2 On 26 March 2020 the Liquidator and ARG commenced this proceeding against five defendants including Gregory Wayne Nicholson as the fourth defendant. On 19 February 2020 Mr Nicholson was made bankrupt and Alan Richard Nicolls was appointed the trustee of Mr Nicholson’s estate (Trustee).
3 On 21 July 2020 the Liquidator and ARG filed an amended statement of claim adding AR Connect, ARG Staffing and ARG Properties as third to fifth plaintiffs respectively and GWDM Services Pty Ltd, ARG Workforce Pty Ltd, ARG Payroll Pty Ltd, ARG Labour Services Pty Ltd, James Campbell and Jane Young as sixth to eleventh defendants respectively.
4 By amended interlocutory process filed on 23 July 2020 the plaintiffs, among other things, seek leave pursuant to s 58(3) of the Bankruptcy Act 1966 (Cth) (Act) to continue this proceeding against Mr Nicholson. By email dated 28 July 2020 the solicitors for the Trustee informed the solicitors for the plaintiffs that the Trustee did not oppose the plaintiffs’ application for leave to continue the proceeding against Mr Nicholson and that he intended to take no part in the proceeding. Accordingly, the plaintiffs have requested that their application be dealt with on the papers. In the circumstances, I am satisfied that it is appropriate that the matter proceed in that way pursuant to s 20A of the Federal Court of Australia Act 1976 (Cth).
5 For the reasons that follow I am satisfied that the leave sought by the plaintiffs pursuant to s 58(3) of the Act should be granted.
Summary of the proceeding
6 In summary, in the amended statement of claim the plaintiffs allege that:
(1) on 3 October 2018, the Liquidator was appointed to each of the Companies;
(2) between about February and June 2018, Mr Nicholson and David Young (the fifth defendant) as well as Laetitia Joan Nicholson (the third defendant and Mr Nicholson’s daughter), Ms Young (the eleventh defendant and Mr Young’s sister) and Mr Campbell (the tenth defendant and the Companies’ chief financial officer) devised and/or were involved in a plan to transfer the recruitment business being carried on by the Companies to a new group of companies of which Mr Campbell, Ms Young and Ms Nicholson would be appointed as directors;
(3) on or about 1 July 2018, assets of the Companies were sold and transferred to the newly established group of companies of which Mr Campbell, Ms Young and Ms Nicholson were the newly appointed directors.

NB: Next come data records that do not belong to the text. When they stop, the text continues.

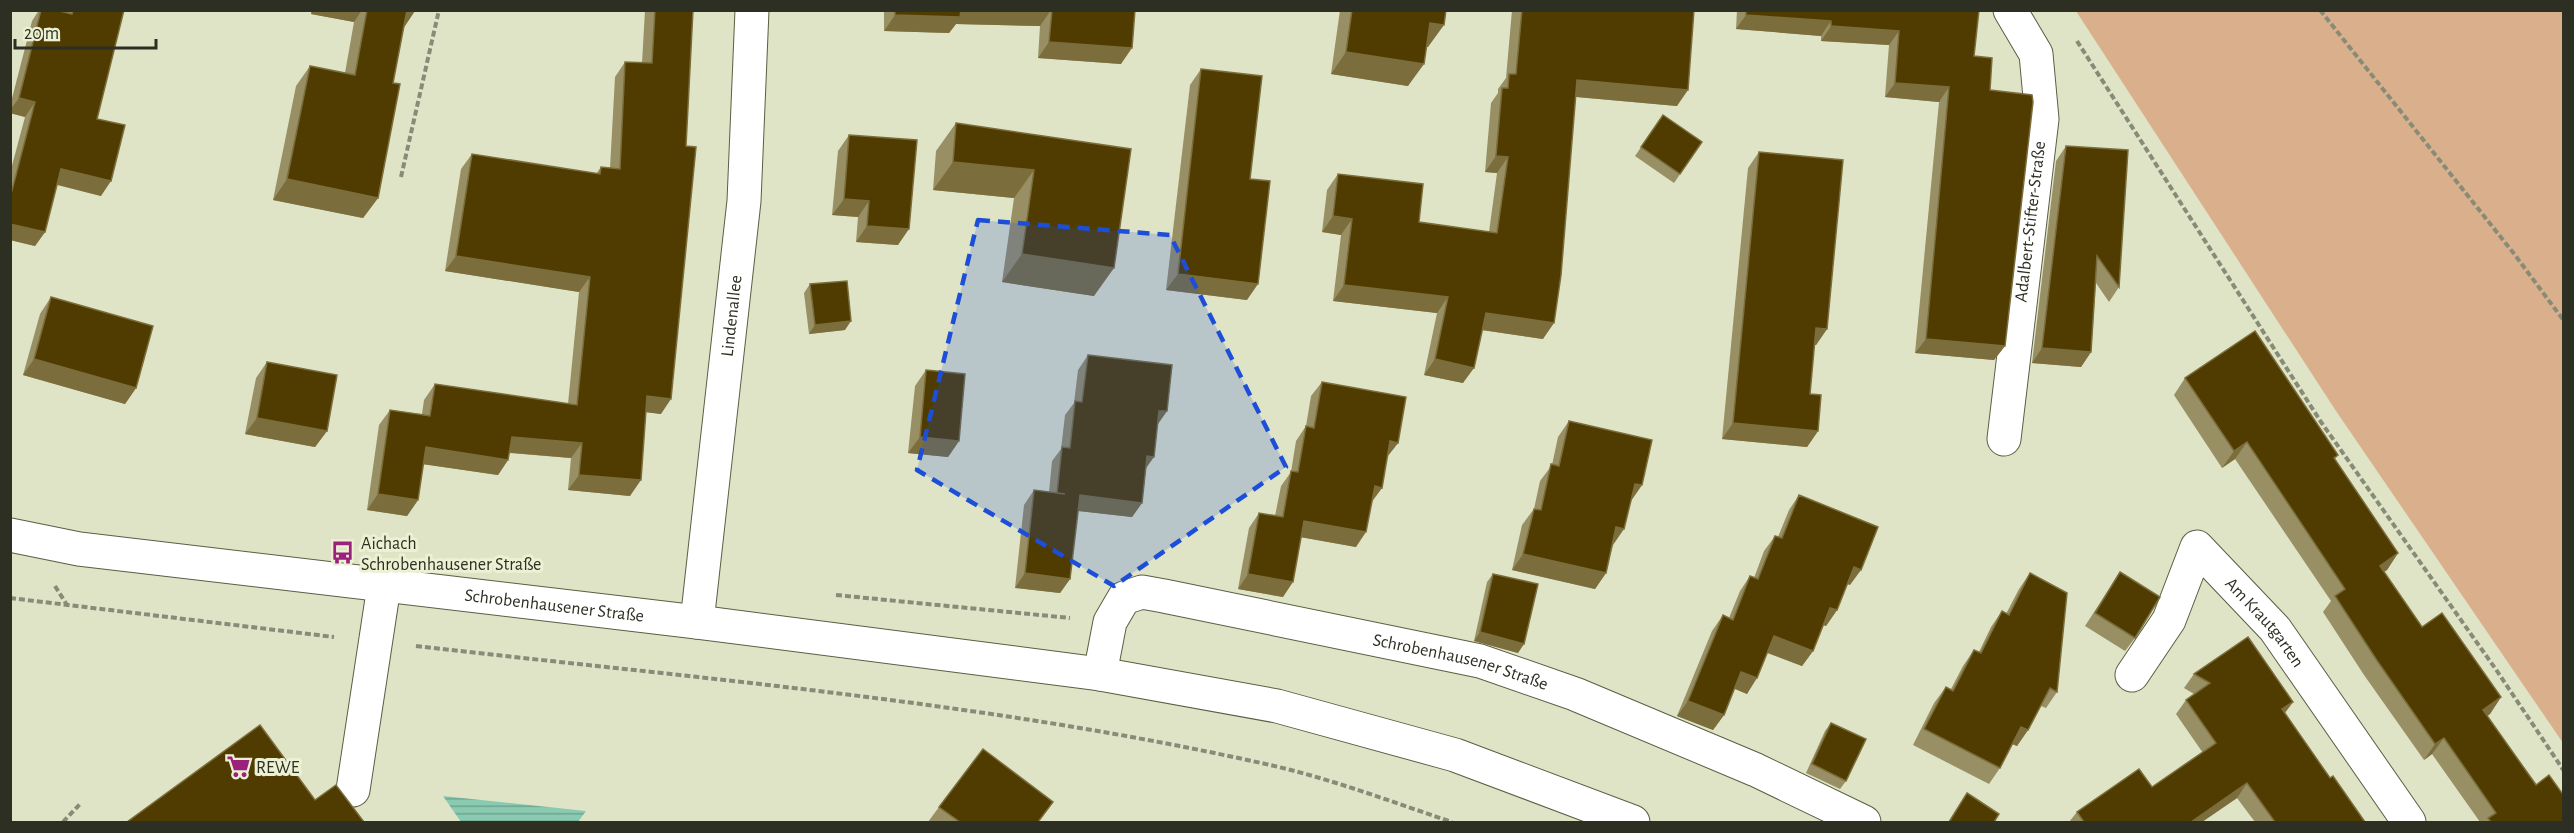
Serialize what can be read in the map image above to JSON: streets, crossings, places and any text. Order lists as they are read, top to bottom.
{
  "streets": {
    "street": [
      "Adalbert-Stifter-Straße",
      "Lindenallee",
      "Schrobenhausener Straße",
      "Am Krautgarten"
    ]
  },
  "crossings": [
    ["Lindenallee", "Schrobenhausener Straße"]
  ],
  "places": {
    "bus stop": ["Aichach Schrobenhausener Straße"],
    "supermarket": ["REWE"]
  },
  "scale_bar": "20 m"
}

The consideration paid to the Companies under those transactions was underpinned by valuations prepared (on instruction from Mr Campbell) on the basis that the recruitment business was being “exterminated” or “no longer trading”;
(4) on and from 1 July 2018, being the date that the assets were transferred to one or more companies in the new group, the recruitment business continued to trade and continued to use or have the benefit of the Companies’ assets;
(5) each of Messrs Nicholson, Young and Campbell, Ms Young and Ms Nicholson knew that the total amounts of the valuations obtained, which underpinned the sale of the Companies’ assets, were less than the market value of the Companies’ business and that the total amount paid by the new companies for that business were less than the market value and thus the assets of the Companies were acquired or transferred for no consideration or less than market value;
(6) between 1 July 2015 and 30 June 2018, ARG made payments from its bank account held with Westpac Banking Corporation to Messrs Young or Nicholson or to third parties at their direction, totalling $5,597,750.74 (Impugned Payments);
(7) no consideration was provided, and no benefit accrued, to ARG in making the Impugned Payments which had the effect of reducing the available assets of ARG that would otherwise have been available to meet liabilities owed by ARG to its creditors;
(8) the Impugned Payments included 373 payments with an aggregate value of $1,114,543.53 to Glori May Aningat (the first defendant and Mr Nicholson’s wife) and 38 payments to Allmyne Property Investments Pty Ltd (the second defendant) with an aggregate value of $254,200. No consideration was provided, and no benefit accrued, to ARG in making those payments;
(9) the Impugned Payments were transactions of one or more of the Companies entered into, or an act was done or omission was made to give effect to them, at a time when ARG was insolvent or, as a result of entry into those transactions or those acts or omissions, ARG became insolvent. Accordingly, the Impugned Payments were insolvent transactions within the meaning of s 588FC of the Corporations Act 2001 (Cth) (Corporations Act);
(10) the Impugned Payments were made to a person on behalf, or for the benefit, of a director of ARG or a close associate of a director of ARG and a reasonable person in the circumstances of ARG would not have entered into the Impugned Payments having regard to the lack of benefit to ARG from entering into them, the detriment to ARG in doing so and the respective benefits to other parties to the Impugned Payments. In those circumstances, the Impugned Payments were unreasonable director-related transactions within the meaning of s 588FDA of the Corporations Act; and
(11) the Impugned Payments were voidable transactions within the meaning of s 588FE of the Corporations Act.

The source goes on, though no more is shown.